You have filtered ntpd so much that it can't do the job it wants to do.
Andy Goblins <andygoblins@gmx.com> wrote:
> > From: "Theo de Raadt" <deraadt@openbsd.org>
> >
> > ntpd is run by default, and magically will correct the time almost immediately.
> >
> > Some significant effort went into this a few years ago.
> >
> > However, the kernel message will always be there. You can ignore it.
> >
> > Run ntpctl -s all, and you'll see the time has been corrected before
> > significant daemons start.
>
> ntpd is running, but the clock isn't getting corrected before significant daemons start.

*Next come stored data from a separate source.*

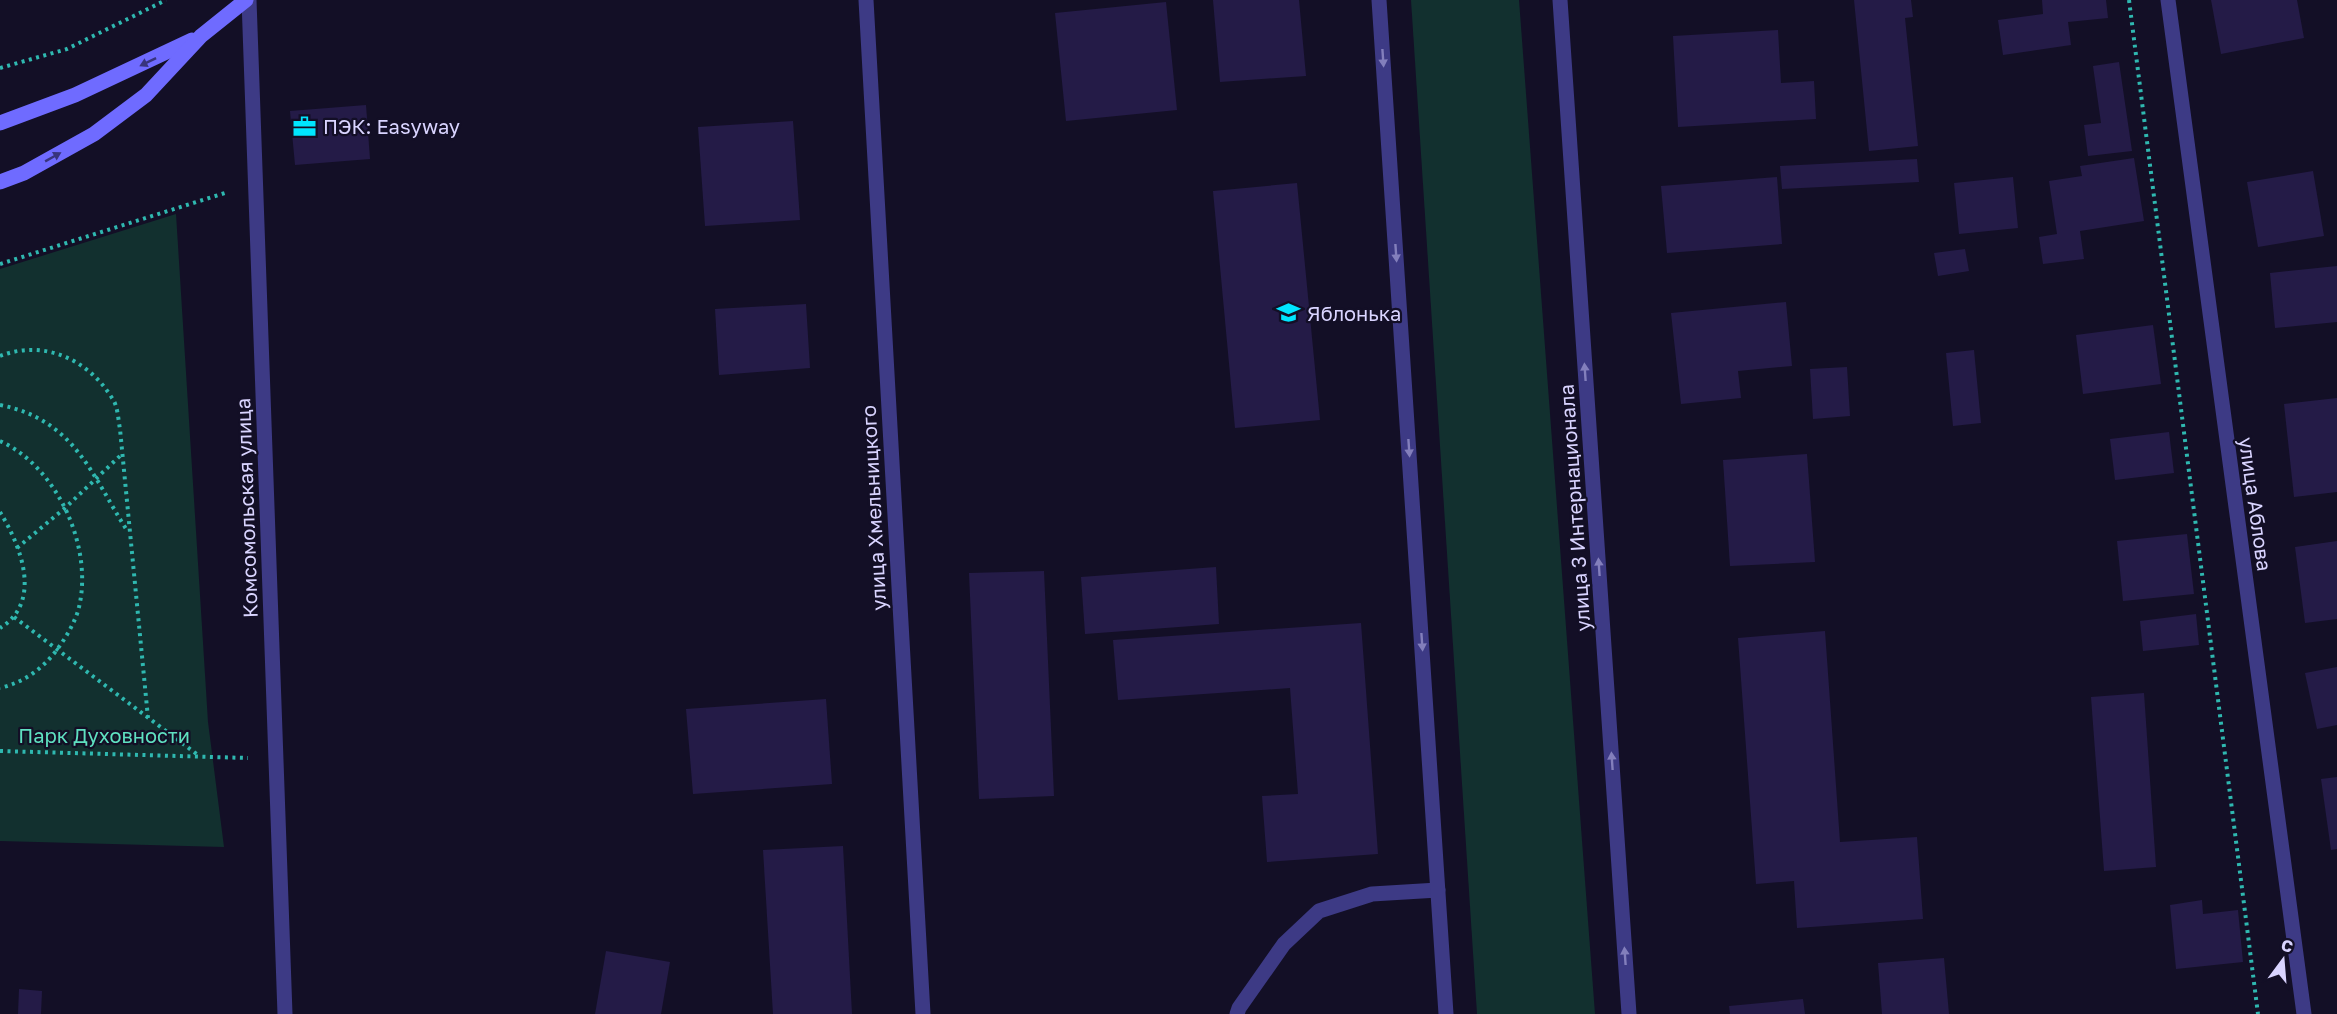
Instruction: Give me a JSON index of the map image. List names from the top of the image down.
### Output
{
  "streets": {
    "street": [
      "улица Аблова",
      "Комсомольская улица",
      "улица Хмельницкого",
      "улица 3 Интернационала"
    ]
  },
  "one_way": ["улица 3 Интернационала"],
  "parks": ["Парк Духовности"],
  "places": {
    "office": ["ПЭК: Easyway"],
    "school or university": ["Яблонька"]
  },
  "north": "top"
}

In fact, it's causing other daemons, like unbound, to fail.
> $ ntpctl -s all
> 5/5 peers valid, constraint offset 5355740s, clock unsynced, clock offset is 5355739014.329ms
> ...
>
> /var/messages:
> Oct 4 21:20:24 hostname ntpd[61157]: ntp engine ready
> Oct 4 21:20:25 hostname ntpd[61157]: constraint reply from 9.9.9.9: offset 5355740.057722
> Oct 4 21:20:26 hostname unbound: [98456:0] notice: init module 0: validator
> Oct 4 21:20:26 hostname unbound: [98456:0] notice: init module 1: iterator
> Oct 4 21:20:26 hostname unbound: [98456:0] info: start of service (unbound 1.11.0).

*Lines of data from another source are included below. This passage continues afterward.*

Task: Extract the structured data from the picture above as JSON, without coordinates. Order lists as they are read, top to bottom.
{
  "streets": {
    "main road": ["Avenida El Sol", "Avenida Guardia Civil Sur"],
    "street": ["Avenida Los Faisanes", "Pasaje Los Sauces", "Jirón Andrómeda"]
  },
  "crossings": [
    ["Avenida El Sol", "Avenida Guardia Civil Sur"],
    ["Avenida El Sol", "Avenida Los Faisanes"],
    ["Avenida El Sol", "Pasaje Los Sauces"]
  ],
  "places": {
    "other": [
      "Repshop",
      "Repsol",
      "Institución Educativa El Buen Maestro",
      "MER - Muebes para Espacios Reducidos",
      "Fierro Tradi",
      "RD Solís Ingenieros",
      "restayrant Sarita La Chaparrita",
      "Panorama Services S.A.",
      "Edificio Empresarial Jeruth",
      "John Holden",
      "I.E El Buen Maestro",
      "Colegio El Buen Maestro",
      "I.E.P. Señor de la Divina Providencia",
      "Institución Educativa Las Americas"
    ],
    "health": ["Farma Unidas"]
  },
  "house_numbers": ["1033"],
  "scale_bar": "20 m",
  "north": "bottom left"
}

> Oct 4 21:20:27 hostname ntpd[61157]: cancel settime because dns probe failed
> Oct 4 21:20:27 hostname unbound: [25295:1] info: failed to prime trust anchor -- DNSKEY rrset is not secure . DNSKEY IN
> ...
>
> Does ntpd need DNS to set the time? Because my reslov.conf points to 127.0.0.1 and unbound needs the time before it will work properly.